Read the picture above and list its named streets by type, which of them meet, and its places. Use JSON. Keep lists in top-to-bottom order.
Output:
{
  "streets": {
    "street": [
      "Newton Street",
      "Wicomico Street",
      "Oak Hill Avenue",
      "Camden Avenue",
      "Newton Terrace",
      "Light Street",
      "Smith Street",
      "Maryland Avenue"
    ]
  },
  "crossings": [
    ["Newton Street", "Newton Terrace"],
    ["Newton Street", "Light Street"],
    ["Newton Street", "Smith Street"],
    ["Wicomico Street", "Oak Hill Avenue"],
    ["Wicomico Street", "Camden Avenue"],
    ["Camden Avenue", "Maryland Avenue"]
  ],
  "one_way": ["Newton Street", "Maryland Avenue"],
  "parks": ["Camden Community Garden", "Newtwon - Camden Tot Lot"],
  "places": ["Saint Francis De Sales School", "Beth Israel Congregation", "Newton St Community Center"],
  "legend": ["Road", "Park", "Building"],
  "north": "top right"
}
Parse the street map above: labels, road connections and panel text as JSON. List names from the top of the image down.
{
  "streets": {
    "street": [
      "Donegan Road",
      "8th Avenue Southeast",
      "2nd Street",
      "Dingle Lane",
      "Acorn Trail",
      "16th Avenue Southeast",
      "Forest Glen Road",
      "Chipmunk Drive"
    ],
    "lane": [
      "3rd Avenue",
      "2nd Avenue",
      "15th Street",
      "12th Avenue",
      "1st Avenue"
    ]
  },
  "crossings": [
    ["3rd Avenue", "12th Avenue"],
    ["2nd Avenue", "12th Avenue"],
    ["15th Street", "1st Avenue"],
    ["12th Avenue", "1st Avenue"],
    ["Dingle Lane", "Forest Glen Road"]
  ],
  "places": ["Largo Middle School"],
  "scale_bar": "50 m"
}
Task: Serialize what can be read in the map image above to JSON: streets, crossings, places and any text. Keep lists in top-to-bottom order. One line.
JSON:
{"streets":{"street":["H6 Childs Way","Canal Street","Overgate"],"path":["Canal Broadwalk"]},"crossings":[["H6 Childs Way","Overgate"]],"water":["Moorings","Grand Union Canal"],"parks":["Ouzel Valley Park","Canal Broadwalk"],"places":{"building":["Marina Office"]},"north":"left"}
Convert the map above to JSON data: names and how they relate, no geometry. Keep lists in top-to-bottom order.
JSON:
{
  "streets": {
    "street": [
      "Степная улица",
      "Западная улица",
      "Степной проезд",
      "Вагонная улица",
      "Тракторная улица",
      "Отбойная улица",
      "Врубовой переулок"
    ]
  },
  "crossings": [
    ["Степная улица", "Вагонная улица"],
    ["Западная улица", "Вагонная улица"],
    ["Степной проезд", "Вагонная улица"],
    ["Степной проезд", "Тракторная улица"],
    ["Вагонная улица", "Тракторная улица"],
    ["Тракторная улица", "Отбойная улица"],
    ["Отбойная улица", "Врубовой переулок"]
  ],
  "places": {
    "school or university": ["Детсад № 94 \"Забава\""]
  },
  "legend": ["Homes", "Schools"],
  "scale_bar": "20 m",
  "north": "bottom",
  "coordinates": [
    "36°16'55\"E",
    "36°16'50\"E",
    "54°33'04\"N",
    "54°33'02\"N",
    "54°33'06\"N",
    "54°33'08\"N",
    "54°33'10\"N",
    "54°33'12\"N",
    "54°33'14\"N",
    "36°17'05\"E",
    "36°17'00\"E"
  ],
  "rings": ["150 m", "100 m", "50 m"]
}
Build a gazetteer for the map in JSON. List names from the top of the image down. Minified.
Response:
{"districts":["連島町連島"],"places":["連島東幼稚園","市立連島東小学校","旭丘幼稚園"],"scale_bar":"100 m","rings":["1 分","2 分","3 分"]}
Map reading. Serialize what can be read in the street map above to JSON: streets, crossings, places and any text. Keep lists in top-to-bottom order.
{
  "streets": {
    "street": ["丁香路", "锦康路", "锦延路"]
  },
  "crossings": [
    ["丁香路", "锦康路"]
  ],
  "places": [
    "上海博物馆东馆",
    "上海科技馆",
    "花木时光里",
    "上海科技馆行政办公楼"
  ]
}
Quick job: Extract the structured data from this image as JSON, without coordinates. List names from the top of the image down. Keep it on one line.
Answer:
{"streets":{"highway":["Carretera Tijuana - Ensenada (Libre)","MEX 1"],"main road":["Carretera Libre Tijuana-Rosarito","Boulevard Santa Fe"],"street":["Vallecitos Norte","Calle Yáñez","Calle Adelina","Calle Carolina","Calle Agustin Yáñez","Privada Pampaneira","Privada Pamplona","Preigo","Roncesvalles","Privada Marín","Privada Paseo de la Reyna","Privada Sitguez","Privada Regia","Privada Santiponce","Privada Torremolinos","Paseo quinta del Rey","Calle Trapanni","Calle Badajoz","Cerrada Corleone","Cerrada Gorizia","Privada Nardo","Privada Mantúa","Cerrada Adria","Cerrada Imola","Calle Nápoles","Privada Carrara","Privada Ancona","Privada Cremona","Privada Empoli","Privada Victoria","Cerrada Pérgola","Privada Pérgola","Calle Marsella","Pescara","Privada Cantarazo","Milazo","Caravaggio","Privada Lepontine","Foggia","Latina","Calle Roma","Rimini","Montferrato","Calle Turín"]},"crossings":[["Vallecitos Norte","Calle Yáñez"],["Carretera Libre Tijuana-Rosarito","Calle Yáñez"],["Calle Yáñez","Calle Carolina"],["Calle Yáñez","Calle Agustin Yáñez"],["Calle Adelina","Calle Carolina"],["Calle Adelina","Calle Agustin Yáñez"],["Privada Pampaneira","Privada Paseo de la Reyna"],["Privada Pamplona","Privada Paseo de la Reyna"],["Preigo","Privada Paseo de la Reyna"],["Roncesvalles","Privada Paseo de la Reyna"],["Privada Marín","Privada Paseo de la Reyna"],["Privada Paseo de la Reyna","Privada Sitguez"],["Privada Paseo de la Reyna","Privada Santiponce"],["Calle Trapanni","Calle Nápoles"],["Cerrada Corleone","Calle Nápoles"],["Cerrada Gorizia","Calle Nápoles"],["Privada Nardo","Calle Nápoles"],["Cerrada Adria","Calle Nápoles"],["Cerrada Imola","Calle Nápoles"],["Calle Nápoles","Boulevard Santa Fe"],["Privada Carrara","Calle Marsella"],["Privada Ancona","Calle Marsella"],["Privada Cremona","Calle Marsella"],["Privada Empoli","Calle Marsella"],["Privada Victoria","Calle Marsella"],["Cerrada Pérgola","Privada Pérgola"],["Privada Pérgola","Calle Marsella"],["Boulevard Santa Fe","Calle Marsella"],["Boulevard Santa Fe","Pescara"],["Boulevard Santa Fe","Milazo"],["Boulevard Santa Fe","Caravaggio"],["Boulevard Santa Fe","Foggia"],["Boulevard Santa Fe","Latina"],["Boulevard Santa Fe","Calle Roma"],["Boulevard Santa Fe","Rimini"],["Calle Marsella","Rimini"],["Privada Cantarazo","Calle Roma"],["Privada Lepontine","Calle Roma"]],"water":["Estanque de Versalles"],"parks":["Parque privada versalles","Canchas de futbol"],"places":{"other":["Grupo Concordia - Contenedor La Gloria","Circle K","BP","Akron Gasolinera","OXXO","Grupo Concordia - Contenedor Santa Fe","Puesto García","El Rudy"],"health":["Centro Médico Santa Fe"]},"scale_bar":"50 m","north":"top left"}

:::

- **REQUIRED WORK**: Could you reproduce every line of the listing exactly?

- **RESPONSE FOR THIS EXERCISE**:
Read the picture above and list its named streets by type, which of them meet, and its places. Use JSON. Keep lists in top-to-bottom order.
Output:
{
  "streets": {
    "street": [
      "Newton Street",
      "Wicomico Street",
      "Oak Hill Avenue",
      "Camden Avenue",
      "Newton Terrace",
      "Light Street",
      "Smith Street",
      "Maryland Avenue"
    ]
  },
  "crossings": [
    ["Newton Street", "Newton Terrace"],
    ["Newton Street", "Light Street"],
    ["Newton Street", "Smith Street"],
    ["Wicomico Street", "Oak Hill Avenue"],
    ["Wicomico Street", "Camden Avenue"],
    ["Camden Avenue", "Maryland Avenue"]
  ],
  "one_way": ["Newton Street", "Maryland Avenue"],
  "parks": ["Camden Community Garden", "Newtwon - Camden Tot Lot"],
  "places": ["Saint Francis De Sales School", "Beth Israel Congregation", "Newton St Community Center"],
  "legend": ["Road", "Park", "Building"],
  "north": "top right"
}
Parse the street map above: labels, road connections and panel text as JSON. List names from the top of the image down.
{
  "streets": {
    "street": [
      "Donegan Road",
      "8th Avenue Southeast",
      "2nd Street",
      "Dingle Lane",
      "Acorn Trail",
      "16th Avenue Southeast",
      "Forest Glen Road",
      "Chipmunk Drive"
    ],
    "lane": [
      "3rd Avenue",
      "2nd Avenue",
      "15th Street",
      "12th Avenue",
      "1st Avenue"
    ]
  },
  "crossings": [
    ["3rd Avenue", "12th Avenue"],
    ["2nd Avenue", "12th Avenue"],
    ["15th Street", "1st Avenue"],
    ["12th Avenue", "1st Avenue"],
    ["Dingle Lane", "Forest Glen Road"]
  ],
  "places": ["Largo Middle School"],
  "scale_bar": "50 m"
}
Task: Serialize what can be read in the map image above to JSON: streets, crossings, places and any text. Keep lists in top-to-bottom order. One line.
JSON:
{"streets":{"street":["H6 Childs Way","Canal Street","Overgate"],"path":["Canal Broadwalk"]},"crossings":[["H6 Childs Way","Overgate"]],"water":["Moorings","Grand Union Canal"],"parks":["Ouzel Valley Park","Canal Broadwalk"],"places":{"building":["Marina Office"]},"north":"left"}
Convert the map above to JSON data: names and how they relate, no geometry. Keep lists in top-to-bottom order.
JSON:
{
  "streets": {
    "street": [
      "Степная улица",
      "Западная улица",
      "Степной проезд",
      "Вагонная улица",
      "Тракторная улица",
      "Отбойная улица",
      "Врубовой переулок"
    ]
  },
  "crossings": [
    ["Степная улица", "Вагонная улица"],
    ["Западная улица", "Вагонная улица"],
    ["Степной проезд", "Вагонная улица"],
    ["Степной проезд", "Тракторная улица"],
    ["Вагонная улица", "Тракторная улица"],
    ["Тракторная улица", "Отбойная улица"],
    ["Отбойная улица", "Врубовой переулок"]
  ],
  "places": {
    "school or university": ["Детсад № 94 \"Забава\""]
  },
  "legend": ["Homes", "Schools"],
  "scale_bar": "20 m",
  "north": "bottom",
  "coordinates": [
    "36°16'55\"E",
    "36°16'50\"E",
    "54°33'04\"N",
    "54°33'02\"N",
    "54°33'06\"N",
    "54°33'08\"N",
    "54°33'10\"N",
    "54°33'12\"N",
    "54°33'14\"N",
    "36°17'05\"E",
    "36°17'00\"E"
  ],
  "rings": ["150 m", "100 m", "50 m"]
}
Build a gazetteer for the map in JSON. List names from the top of the image down. Minified.
Response:
{"districts":["連島町連島"],"places":["連島東幼稚園","市立連島東小学校","旭丘幼稚園"],"scale_bar":"100 m","rings":["1 分","2 分","3 分"]}
Map reading. Serialize what can be read in the street map above to JSON: streets, crossings, places and any text. Keep lists in top-to-bottom order.
{
  "streets": {
    "street": ["丁香路", "锦康路", "锦延路"]
  },
  "crossings": [
    ["丁香路", "锦康路"]
  ],
  "places": [
    "上海博物馆东馆",
    "上海科技馆",
    "花木时光里",
    "上海科技馆行政办公楼"
  ]
}
Quick job: Extract the structured data from this image as JSON, without coordinates. List names from the top of the image down. Keep it on one line.
Answer:
{"streets":{"highway":["Carretera Tijuana - Ensenada (Libre)","MEX 1"],"main road":["Carretera Libre Tijuana-Rosarito","Boulevard Santa Fe"],"street":["Vallecitos Norte","Calle Yáñez","Calle Adelina","Calle Carolina","Calle Agustin Yáñez","Privada Pampaneira","Privada Pamplona","Preigo","Roncesvalles","Privada Marín","Privada Paseo de la Reyna","Privada Sitguez","Privada Regia","Privada Santiponce","Privada Torremolinos","Paseo quinta del Rey","Calle Trapanni","Calle Badajoz","Cerrada Corleone","Cerrada Gorizia","Privada Nardo","Privada Mantúa","Cerrada Adria","Cerrada Imola","Calle Nápoles","Privada Carrara","Privada Ancona","Privada Cremona","Privada Empoli","Privada Victoria","Cerrada Pérgola","Privada Pérgola","Calle Marsella","Pescara","Privada Cantarazo","Milazo","Caravaggio","Privada Lepontine","Foggia","Latina","Calle Roma","Rimini","Montferrato","Calle Turín"]},"crossings":[["Vallecitos Norte","Calle Yáñez"],["Carretera Libre Tijuana-Rosarito","Calle Yáñez"],["Calle Yáñez","Calle Carolina"],["Calle Yáñez","Calle Agustin Yáñez"],["Calle Adelina","Calle Carolina"],["Calle Adelina","Calle Agustin Yáñez"],["Privada Pampaneira","Privada Paseo de la Reyna"],["Privada Pamplona","Privada Paseo de la Reyna"],["Preigo","Privada Paseo de la Reyna"],["Roncesvalles","Privada Paseo de la Reyna"],["Privada Marín","Privada Paseo de la Reyna"],["Privada Paseo de la Reyna","Privada Sitguez"],["Privada Paseo de la Reyna","Privada Santiponce"],["Calle Trapanni","Calle Nápoles"],["Cerrada Corleone","Calle Nápoles"],["Cerrada Gorizia","Calle Nápoles"],["Privada Nardo","Calle Nápoles"],["Cerrada Adria","Calle Nápoles"],["Cerrada Imola","Calle Nápoles"],["Calle Nápoles","Boulevard Santa Fe"],["Privada Carrara","Calle Marsella"],["Privada Ancona","Calle Marsella"],["Privada Cremona","Calle Marsella"],["Privada Empoli","Calle Marsella"],["Privada Victoria","Calle Marsella"],["Cerrada Pérgola","Privada Pérgola"],["Privada Pérgola","Calle Marsella"],["Boulevard Santa Fe","Calle Marsella"],["Boulevard Santa Fe","Pescara"],["Boulevard Santa Fe","Milazo"],["Boulevard Santa Fe","Caravaggio"],["Boulevard Santa Fe","Foggia"],["Boulevard Santa Fe","Latina"],["Boulevard Santa Fe","Calle Roma"],["Boulevard Santa Fe","Rimini"],["Calle Marsella","Rimini"],["Privada Cantarazo","Calle Roma"],["Privada Lepontine","Calle Roma"]],"water":["Estanque de Versalles"],"parks":["Parque privada versalles","Canchas de futbol"],"places":{"other":["Grupo Concordia - Contenedor La Gloria","Circle K","BP","Akron Gasolinera","OXXO","Grupo Concordia - Contenedor Santa Fe","Puesto García","El Rudy"],"health":["Centro Médico Santa Fe"]},"scale_bar":"50 m","north":"top left"}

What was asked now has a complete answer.